DIRECTIONS
Could the entries below be retyped exactly and in full?

SUPPLIED ENTRIES
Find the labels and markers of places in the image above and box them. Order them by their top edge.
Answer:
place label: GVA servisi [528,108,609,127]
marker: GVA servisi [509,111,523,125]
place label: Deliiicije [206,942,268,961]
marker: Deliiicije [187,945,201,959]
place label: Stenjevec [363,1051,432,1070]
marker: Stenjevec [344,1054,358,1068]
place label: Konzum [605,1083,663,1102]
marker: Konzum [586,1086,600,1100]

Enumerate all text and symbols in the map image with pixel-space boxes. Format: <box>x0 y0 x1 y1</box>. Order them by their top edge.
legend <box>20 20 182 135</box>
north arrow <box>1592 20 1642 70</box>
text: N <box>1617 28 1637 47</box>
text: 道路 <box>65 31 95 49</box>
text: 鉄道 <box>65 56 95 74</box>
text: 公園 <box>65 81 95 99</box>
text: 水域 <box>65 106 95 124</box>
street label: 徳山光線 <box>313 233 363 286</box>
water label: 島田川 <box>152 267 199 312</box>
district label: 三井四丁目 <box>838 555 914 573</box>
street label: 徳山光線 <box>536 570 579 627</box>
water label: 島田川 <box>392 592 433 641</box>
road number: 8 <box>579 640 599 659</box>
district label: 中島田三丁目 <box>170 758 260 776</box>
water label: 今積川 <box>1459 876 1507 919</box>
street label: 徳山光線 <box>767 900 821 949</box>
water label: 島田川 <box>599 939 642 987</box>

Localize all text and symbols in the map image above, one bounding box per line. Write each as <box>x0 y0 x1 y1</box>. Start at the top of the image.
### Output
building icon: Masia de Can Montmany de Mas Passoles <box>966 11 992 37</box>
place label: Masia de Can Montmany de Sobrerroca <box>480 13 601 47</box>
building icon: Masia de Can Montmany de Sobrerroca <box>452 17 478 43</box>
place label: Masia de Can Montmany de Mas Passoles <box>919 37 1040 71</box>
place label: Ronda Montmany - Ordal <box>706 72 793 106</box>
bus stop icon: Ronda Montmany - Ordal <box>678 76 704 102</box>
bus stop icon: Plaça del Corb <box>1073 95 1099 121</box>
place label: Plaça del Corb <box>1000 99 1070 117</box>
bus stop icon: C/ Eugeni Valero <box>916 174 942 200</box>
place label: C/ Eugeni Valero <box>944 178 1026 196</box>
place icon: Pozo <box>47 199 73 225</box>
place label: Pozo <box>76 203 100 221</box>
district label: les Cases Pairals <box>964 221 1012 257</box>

PROBLEM SOLUTION
Find the labels and markers of places in the image above and box them. Order them by their top edge.
Answer:
place label: GVA servisi [528,108,609,127]
marker: GVA servisi [509,111,523,125]
place label: Deliiicije [206,942,268,961]
marker: Deliiicije [187,945,201,959]
place label: Stenjevec [363,1051,432,1070]
marker: Stenjevec [344,1054,358,1068]
place label: Konzum [605,1083,663,1102]
marker: Konzum [586,1086,600,1100]

Enumerate all text and symbols in the map image with pixel-space boxes. Format: <box>x0 y0 x1 y1</box>. Order them by their top edge.
legend <box>20 20 182 135</box>
north arrow <box>1592 20 1642 70</box>
text: N <box>1617 28 1637 47</box>
text: 道路 <box>65 31 95 49</box>
text: 鉄道 <box>65 56 95 74</box>
text: 公園 <box>65 81 95 99</box>
text: 水域 <box>65 106 95 124</box>
street label: 徳山光線 <box>313 233 363 286</box>
water label: 島田川 <box>152 267 199 312</box>
district label: 三井四丁目 <box>838 555 914 573</box>
street label: 徳山光線 <box>536 570 579 627</box>
water label: 島田川 <box>392 592 433 641</box>
road number: 8 <box>579 640 599 659</box>
district label: 中島田三丁目 <box>170 758 260 776</box>
water label: 今積川 <box>1459 876 1507 919</box>
street label: 徳山光線 <box>767 900 821 949</box>
water label: 島田川 <box>599 939 642 987</box>

Localize all text and symbols in the map image above, one bounding box per line. Write each as <box>x0 y0 x1 y1</box>. Start at the top of the image.
### Output
building icon: Masia de Can Montmany de Mas Passoles <box>966 11 992 37</box>
place label: Masia de Can Montmany de Sobrerroca <box>480 13 601 47</box>
building icon: Masia de Can Montmany de Sobrerroca <box>452 17 478 43</box>
place label: Masia de Can Montmany de Mas Passoles <box>919 37 1040 71</box>
place label: Ronda Montmany - Ordal <box>706 72 793 106</box>
bus stop icon: Ronda Montmany - Ordal <box>678 76 704 102</box>
bus stop icon: Plaça del Corb <box>1073 95 1099 121</box>
place label: Plaça del Corb <box>1000 99 1070 117</box>
bus stop icon: C/ Eugeni Valero <box>916 174 942 200</box>
place label: C/ Eugeni Valero <box>944 178 1026 196</box>
place icon: Pozo <box>47 199 73 225</box>
place label: Pozo <box>76 203 100 221</box>
district label: les Cases Pairals <box>964 221 1012 257</box>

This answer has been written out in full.